Another day, another concept car. Here we have the Hyundai 45 Concept, a pure electric concept car that previews the Korean automaker’s take on its future cars. This particular model puts a twist on its 45-year-old icon, the 1974 Hyundai Pony Coupe Concept.
There’s more to the number 45 than the name suggests – the diamond-shaped front and rear silhouette are cut at a 45-degree angle, a visual cue which Hyundai claims to foreshadow its future EV cars. This, it says, strips away complexity, celebrating the clean lines and minimalistic structure of the original coupe concept.
Styled based on the Sensuous Sportiness design language, the 45 gets a distinctive lattice radiator grille with a ‘kinetic cube lamp’ design. No cascading grille here, so make of that what you will. Over to the back, the concept features a steep fastback profile, which signifies stability and dynamism. The tail lights take after the same style as the headlights, and the massive two-tone wheels complete the modern retro look.
Other visual details include a special garnish on the bottom of the door which highlights the car’s long-distance battery capability, as well as active LED lights that inform the driver of the remaining drive range. These elements are said to be designed for someone who is experience an electric car for the first time.
As typical of a concept car, there are no physical side mirrors, because Hyundai says they collect dirt over time and hampers visibility. Instead, they are replaced by embedded turntable modules, which rotate the camera lens past a brush to ensure perfect visibility at all times. Unseen to the eye is the Camera Monitoring System (CMS), which enables self-driving features.
On the inside, the dominant theme is ‘Style Set Free’, otherwise known as Hyundai’s strategy for future mobility that emphasises personalisation of design and function. With that, the cabin becomes more of a living space, with swivelling front seats and ample use of wood, fabric and leather, much like home furnitures.

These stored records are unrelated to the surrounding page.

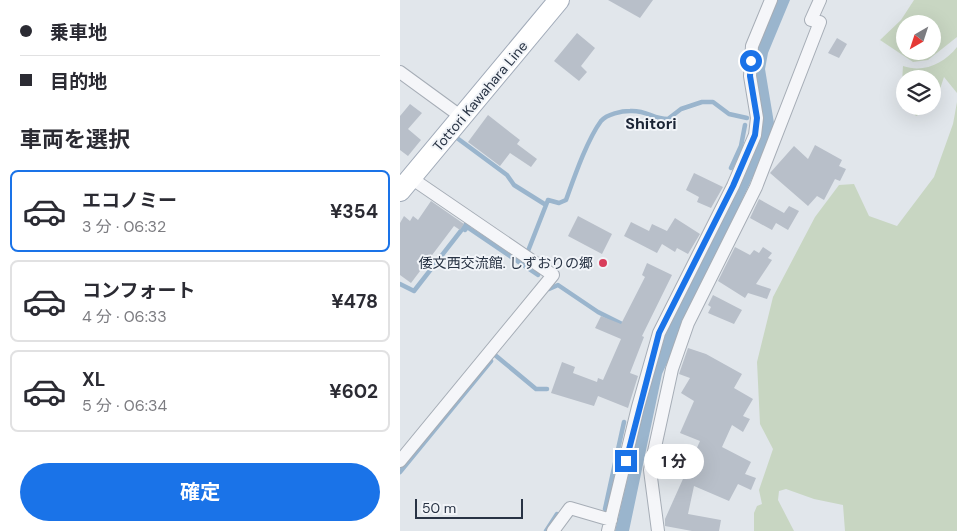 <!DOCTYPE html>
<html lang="ja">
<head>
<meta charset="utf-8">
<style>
	:root { --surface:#fff; --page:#f2f2f3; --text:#2b2b33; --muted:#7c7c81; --line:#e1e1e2; --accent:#1a73e8 }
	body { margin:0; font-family:"DM Sans","Noto Sans JP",sans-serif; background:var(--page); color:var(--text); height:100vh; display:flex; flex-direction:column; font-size:19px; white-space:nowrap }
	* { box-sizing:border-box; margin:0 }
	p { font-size:16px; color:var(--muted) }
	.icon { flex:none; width:28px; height:28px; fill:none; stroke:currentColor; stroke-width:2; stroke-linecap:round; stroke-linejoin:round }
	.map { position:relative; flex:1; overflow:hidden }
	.details { display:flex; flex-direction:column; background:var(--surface); width:400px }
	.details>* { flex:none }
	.banner { display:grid; align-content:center; height:110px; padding:0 20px; background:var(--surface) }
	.needle { width:32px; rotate:219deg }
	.buttons { position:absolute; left:496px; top:15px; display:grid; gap:10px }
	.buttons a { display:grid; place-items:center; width:45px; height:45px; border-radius:50%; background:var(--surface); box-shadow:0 5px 20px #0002; font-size:25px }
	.scale { position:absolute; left:15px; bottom:12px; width:108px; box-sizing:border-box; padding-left:5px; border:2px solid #283344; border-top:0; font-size:14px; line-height:18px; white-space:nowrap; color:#283344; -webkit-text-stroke:4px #f1f4f8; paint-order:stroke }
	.end { position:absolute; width:22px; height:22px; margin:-11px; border:6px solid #1a73e8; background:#fff; box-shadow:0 0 0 2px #fff }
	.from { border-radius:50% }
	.bubble { position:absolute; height:35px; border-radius:18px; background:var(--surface); box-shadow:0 5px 20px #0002; font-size:16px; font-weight:700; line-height:35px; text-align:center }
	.banner b { display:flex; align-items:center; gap:18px; height:48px; font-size:19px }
	.banner b+b { border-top:1px solid var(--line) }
	.banner i { width:12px; height:12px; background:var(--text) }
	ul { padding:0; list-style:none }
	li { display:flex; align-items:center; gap:15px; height:82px; margin:0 10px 8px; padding:0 10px; border:2px solid var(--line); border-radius:8px }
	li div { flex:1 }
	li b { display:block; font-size:19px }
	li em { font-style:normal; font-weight:700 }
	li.on { border-color:var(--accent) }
	li>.icon { width:45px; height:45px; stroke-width:1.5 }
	h2 { padding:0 20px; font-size:22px; line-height:60px }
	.primary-button { display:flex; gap:10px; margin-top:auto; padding:10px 20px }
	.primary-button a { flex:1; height:58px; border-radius:30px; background:var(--accent); color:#fff; font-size:20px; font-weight:700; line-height:58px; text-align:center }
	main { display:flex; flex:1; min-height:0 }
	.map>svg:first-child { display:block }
	.green { fill:#c8d6c2; fill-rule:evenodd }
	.water { fill:#9ab5cd }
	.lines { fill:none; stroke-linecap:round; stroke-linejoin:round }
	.stream { stroke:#9ab5cd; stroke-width:4.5 }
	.building { fill:#b8bfc9 }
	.minor-casing { stroke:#a6adb6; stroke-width:14 }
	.primary-casing { stroke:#a0aab8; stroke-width:22 }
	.minor { stroke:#f5f6f9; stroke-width:12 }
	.primary { stroke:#fff; stroke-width:20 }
	.route { stroke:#1a73e8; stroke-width:6 }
	.poi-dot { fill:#d83e5b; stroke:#f1f4f8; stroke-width:2 }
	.labels { text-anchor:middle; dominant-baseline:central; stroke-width:4; stroke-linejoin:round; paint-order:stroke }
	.street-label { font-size:14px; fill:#283344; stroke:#f1f4f8 }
	.poi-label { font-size:14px; fill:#283344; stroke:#f1f4f8; text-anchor:end }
	.quarter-label { font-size:16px; font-weight:bold; fill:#1a2435; stroke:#f1f4f8 }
</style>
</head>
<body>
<main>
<section class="details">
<div class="banner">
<b><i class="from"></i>乗車地</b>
<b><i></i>目的地</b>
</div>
<h2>車両を選択</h2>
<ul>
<li class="on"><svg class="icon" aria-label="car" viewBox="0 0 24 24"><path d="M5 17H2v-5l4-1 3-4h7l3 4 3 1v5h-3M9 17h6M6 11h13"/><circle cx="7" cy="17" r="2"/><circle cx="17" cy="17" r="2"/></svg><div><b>エコノミー</b><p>3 分 · 06:32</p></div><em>¥354</em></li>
<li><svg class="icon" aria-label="car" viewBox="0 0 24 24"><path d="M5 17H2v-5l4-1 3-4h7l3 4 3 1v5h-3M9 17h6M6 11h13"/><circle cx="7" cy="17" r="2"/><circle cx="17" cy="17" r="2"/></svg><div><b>コンフォート</b><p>4 分 · 06:33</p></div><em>¥478</em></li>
<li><svg class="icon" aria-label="car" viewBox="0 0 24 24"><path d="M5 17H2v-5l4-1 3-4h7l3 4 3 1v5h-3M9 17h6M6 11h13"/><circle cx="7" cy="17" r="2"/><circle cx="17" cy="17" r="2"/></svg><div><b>XL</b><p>5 分 · 06:34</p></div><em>¥602</em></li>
</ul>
<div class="primary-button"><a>確定</a></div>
</section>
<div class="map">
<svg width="557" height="531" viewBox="0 0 557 531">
	<rect width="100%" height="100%" fill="#e1e6eb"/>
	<path class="green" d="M514 0H557V37L528 60 513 62 480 40 501 20ZM505 24H532V51H505Z
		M557 47V93L544 77 534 107 516 116 508 106H532V79H505V103L501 99 503 66C523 73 544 64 557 47Z
		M557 102V531H445L443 505 414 499 386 489 379 491 378 500 394 531H354V513L357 506 362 504 359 490 373 449 360 424 357 362 373 297 415 217 439 185 454 184 469 216 497 226 534 177 553 124Z"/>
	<path class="water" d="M377 0H390L368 53 365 69 375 129 262 374 229 531H215L256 357 275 309 360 132 354 74 359 41Z"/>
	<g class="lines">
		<path class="stream" d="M57 138 107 175 114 185 146 205
			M331 168 341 146 345 125
			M65 230 67 227 138 275
			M128 251 148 200 159 203 166 200C174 178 187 140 201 121 207 114 222 111 230 111 248 110 252 119 268 119L281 109 302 102H313L329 114 347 118
			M0 284 14 291 67 223 70 225
			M149 289 158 285 198 312 226 326
			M95 355 136 389H147
			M0 472 91 361
			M205 509 224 422
			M146 531 157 514"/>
	</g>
	<path class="building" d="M208 0H253L240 18Z
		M177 33 195 48 181 66 187 72 179 81 154 61Z
		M437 38 447 44 439 58 428 53Z
		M10 104 22 113 8 129 21 140 8 156 0 150V116Z
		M88 115 120 140 117 144 137 159 131 167 110 153 100 166 68 142Z
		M415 145 442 160 439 166 446 169 440 181 435 179 424 200 417 196 408 206 370 173 394 146 408 159Z
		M294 173 323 187 311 208 297 202 299 197 286 190Z
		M359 199 384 213 389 206 399 211 388 230 376 223 372 230 350 218Z
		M31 201 64 224 60 230 54 226 11 283 0 275V223L4 216 10 221 13 216 18 220Z
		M178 216 212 234 202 254 168 236Z
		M275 218 300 234 288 254 277 248 275 252 262 244 257 253 224 236 231 222 249 231 252 224 267 231Z
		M335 247 350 255 354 250 359 253 363 247 372 253 368 258 372 260 356 284 371 289 367 299 348 293 345 298 318 281Z
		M247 263 272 275 242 336 244 337 230 373 238 376 228 408 198 396 194 406 151 393 162 362 175 367 173 373 197 382 198 378 203 380 221 339 195 328 201 316 221 324 245 277 242 275Z
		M313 295 342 310 334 324 308 313 311 307 308 305Z
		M288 348 306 354 342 374 334 388 353 399 343 416 350 419 343 432 332 425 322 447 351 462 345 474 356 478 351 490 338 484 329 501 294 486 288 514 321 520 319 531H292L265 526V519L300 441 280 433 294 401 281 393 290 378 279 374Z"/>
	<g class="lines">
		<defs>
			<path id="minor" d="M0 72 63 118
				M0 461 153 275 11 178
				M153 531 170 508 211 520
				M208 531 238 407 259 333 333 186 355 135 357 118 350 76 352 46 371 0
				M258 531 250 470 272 369 288 323 356 187 420 22 411 20 420 0"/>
			<path id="primary" d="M0 191 159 0"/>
		</defs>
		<use href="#minor" class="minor-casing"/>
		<use href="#primary" class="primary-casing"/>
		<use href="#minor" class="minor"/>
		<use href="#primary" class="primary"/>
	</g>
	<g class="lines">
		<path class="route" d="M226 461 259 333 333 186 355 135 357 118 350 76 351 61"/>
	</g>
	<circle class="poi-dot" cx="203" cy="263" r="5"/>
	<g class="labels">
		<g class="street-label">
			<text transform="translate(80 96) rotate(-50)">Tottori Kawahara Line</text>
		</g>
		<g class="poi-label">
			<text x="193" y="263">倭文西交流館. しずおりの郷</text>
		</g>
		<g class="quarter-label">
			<text x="251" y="123">Shitori</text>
		</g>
	</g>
</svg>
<div class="buttons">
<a><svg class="needle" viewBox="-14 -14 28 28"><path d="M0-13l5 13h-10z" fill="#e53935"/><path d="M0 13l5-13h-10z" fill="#7c7c81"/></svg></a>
<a><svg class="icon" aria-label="layers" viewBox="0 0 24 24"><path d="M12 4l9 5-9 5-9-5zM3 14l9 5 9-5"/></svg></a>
</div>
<div class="scale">50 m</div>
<i class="end from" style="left:351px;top:61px"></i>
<i class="end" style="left:226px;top:461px"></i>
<div class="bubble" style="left:244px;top:444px;width:60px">1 分</div>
</div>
</main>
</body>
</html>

Rear occupants benefit from a lounge chair-style bench, whereas the driver and front passenger get to fiddle with the projection-beam infotainment system. This replaces a single central touchscreen with a series of displays and functions integrated into the dashboard itself. The door pockets are large enough for tablets and laptops to be stored, and the material is transparent.
As you would’ve guessed by now, the battery which provides power to the electric motor is stored underneath the carpeted floor, thus maximising interior space. So far, no technical details have been revealed as yet, so watch this space for more updates.